8. An apparatus as claimed in any preceding claim, wherein the chamber is provided by a tubular member, and the means to allow dross to be placed in the chamber and the means to allow metal and oxide to be removed from the chamber are provided by inlet and outlet openings in the tubular member spaced apart therealong.
9. An apparatus as claimed in claim 8 when directly or indirectly dependent on claim 4, wherein the axis of the shaft extends longitudinally of the tubular member.
10. An apparatus as claimed in any preceding claim, further including means for heating the tubular member.
11. An apparatus as claimed in any preceding claim, further including a receptacle for receiving metal and oxide which has been removed from the chamber, and means for skimming off oxide which floats on the metal in the receptacle.

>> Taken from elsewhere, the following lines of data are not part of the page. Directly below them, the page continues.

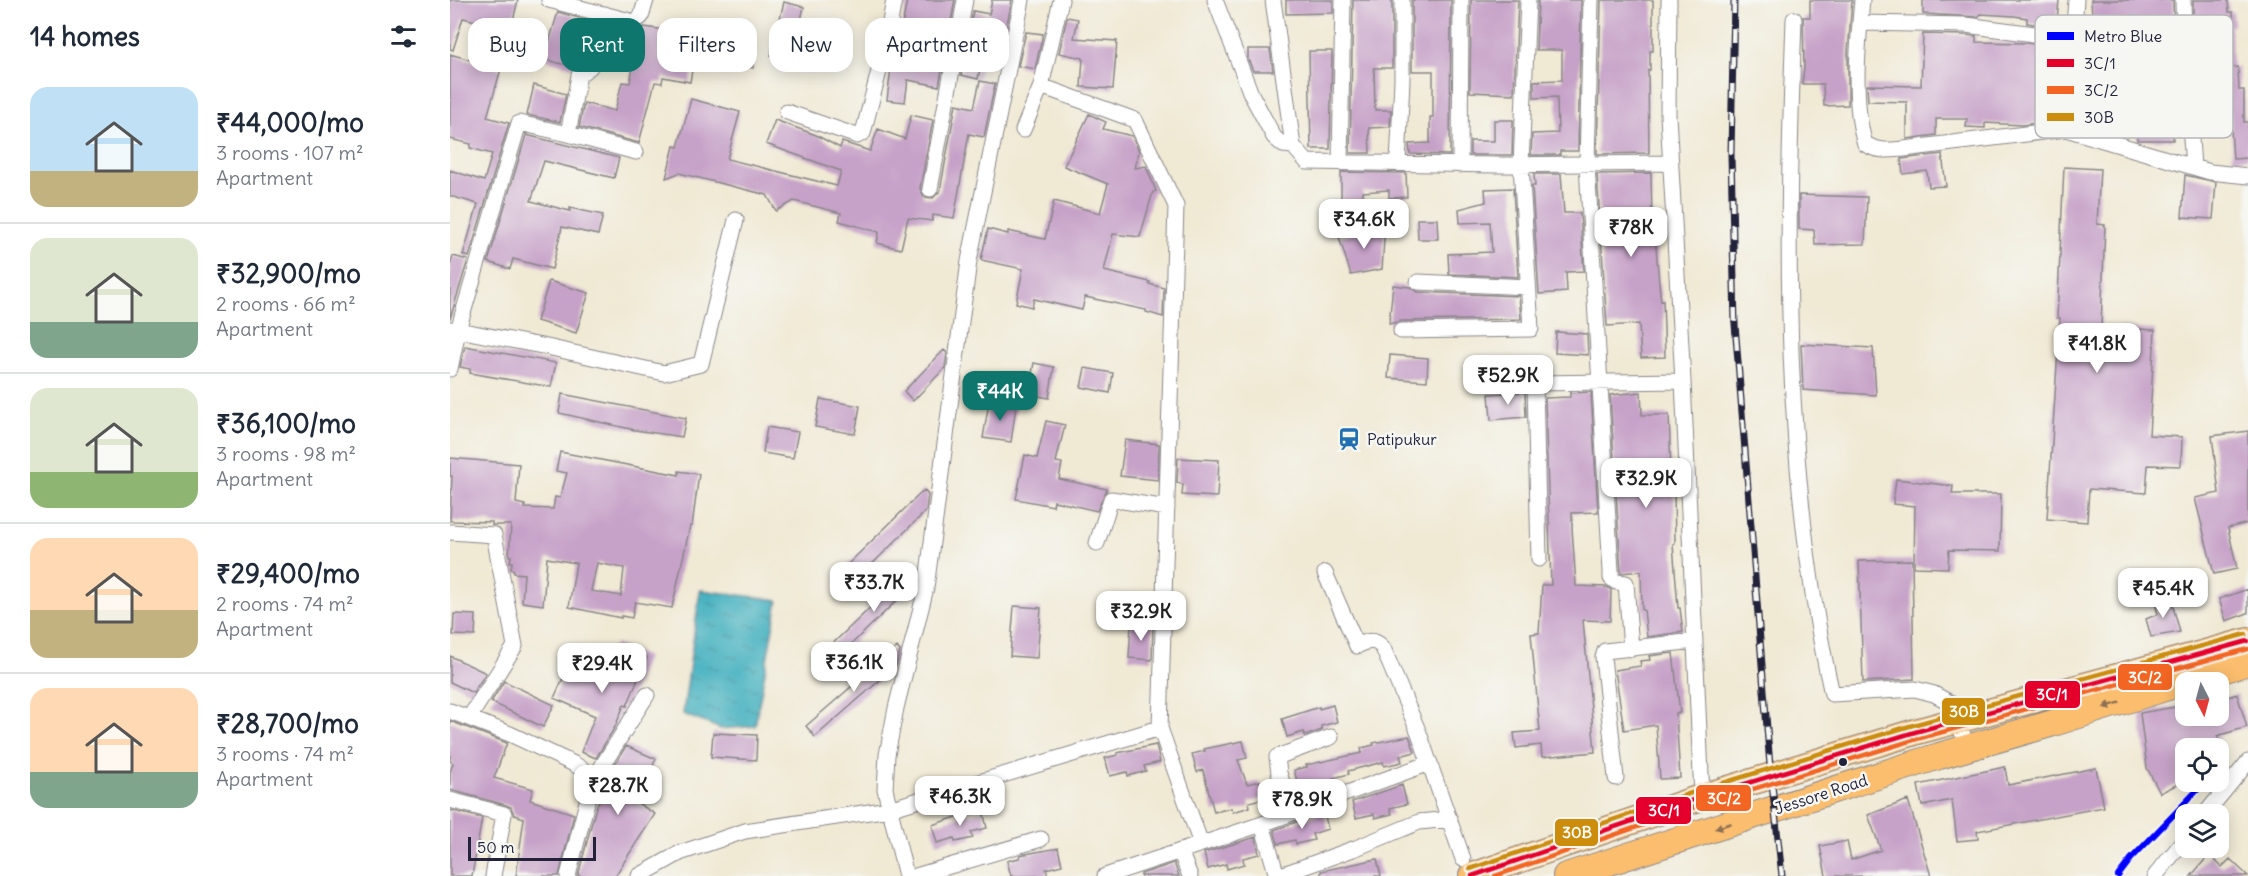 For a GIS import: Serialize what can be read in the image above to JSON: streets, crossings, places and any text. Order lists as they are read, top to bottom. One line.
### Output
{"streets":{"main road":["Jessore Road"]},"places":{"station":["Patipukur"]},"lines":["transit line 30B","transit line 3C/1","transit line 3C/2","metro line Blue"],"legend":["Metro Blue","3C/1","3C/2","30B"],"scale_bar":"50 m","north":"bottom","page":{"heading":"14 homes","chip":["Buy","Rent","Filters","New","Apartment"],"list":[{"name":"₹44,000/mo","note":"3 rooms · 107 m² · Apartment"},{"name":"₹32,900/mo","note":"2 rooms · 66 m² · Apartment"},{"name":"₹36,100/mo","note":"3 rooms · 98 m² · Apartment"},{"name":"₹29,400/mo","note":"2 rooms · 74 m² · Apartment"},{"name":"₹28,700/mo","note":"3 rooms · 74 m² · Apartment"}],"price":["₹34.6K","₹78K","₹41.8K","₹52.9K","₹44K","₹32.9K","₹33.7K","₹45.4K","₹32.9K","₹36.1K","₹29.4K","₹28.7K","₹46.3K","₹78.9K"],"scale":"50 m"}} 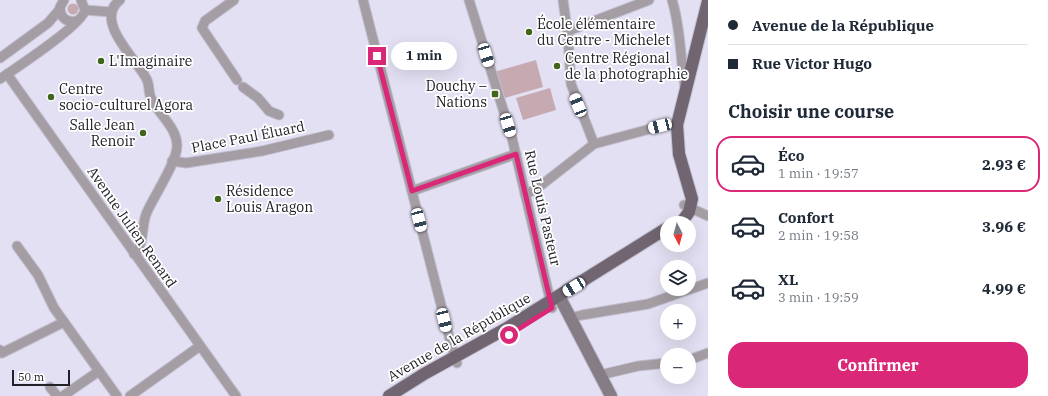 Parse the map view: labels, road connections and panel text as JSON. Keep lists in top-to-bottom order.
{
  "streets": {
    "main road": ["Avenue de la République"],
    "street": ["Place Paul Éluard", "Rue Louis Pasteur", "Avenue Julien Renard"]
  },
  "crossings": [
    ["Rue Louis Pasteur", "Avenue de la République"]
  ],
  "places": {
    "other": [
      "École élémentaire du Centre - Michelet",
      "L'Imaginaire",
      "Centre Régional de la photographie",
      "Centre socio-culturel Agora",
      "Salle Jean Renoir",
      "Résidence Louis Aragon"
    ],
    "transit": ["Douchy – Nations"]
  },
  "scale_bar": "50 m",
  "north": "bottom",
  "page": {
    "banner": ["Avenue de la République", "Rue Victor Hugo"],
    "bubble": "1 min",
    "heading": "Choisir une course",
    "list": [
      {
        "name": "Éco",
        "note": "1 min · 19:57",
        "value": "2.93 €"
      },
      {
        "name": "Confort",
        "note": "2 min · 19:58",
        "value": "3.96 €"
      },
      {
        "name": "XL",
        "note": "3 min · 19:59",
        "value": "4.99 €"
      }
    ],
    "map_buttons": ["+", "−"],
    "buttons": "Confirmer",
    "scale": "50 m"
  }
}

12. An apparatus for recovering metal from dross, substantially as described with reference to the drawings.
13. A method of recovering metal from dross, the method comprising the steps of : placing the dross in a chamber, agitating the dross in the chamber so as to release the metal from the oxide of the dross, and removing the released metal and the oxide from the chamber.
14. A method as claimed in claim 13, wherein the dross is agitated by being sliced, chopped, whipped, whisked and/or stirred.
15. A method as claimed in claim 13, wherein the dross is agitated by being sliced.
16. A method as claimed in any of claims 13 to 15, wherein the dross is solder dross.
17. A method as claimed in claim 16, further comprising the step of removing the dross from a solder bath before placing it in the chamber and while the solder content of the dross is still molten.
18. A method of recovering metal from dross, substantially as described with reference to the drawings.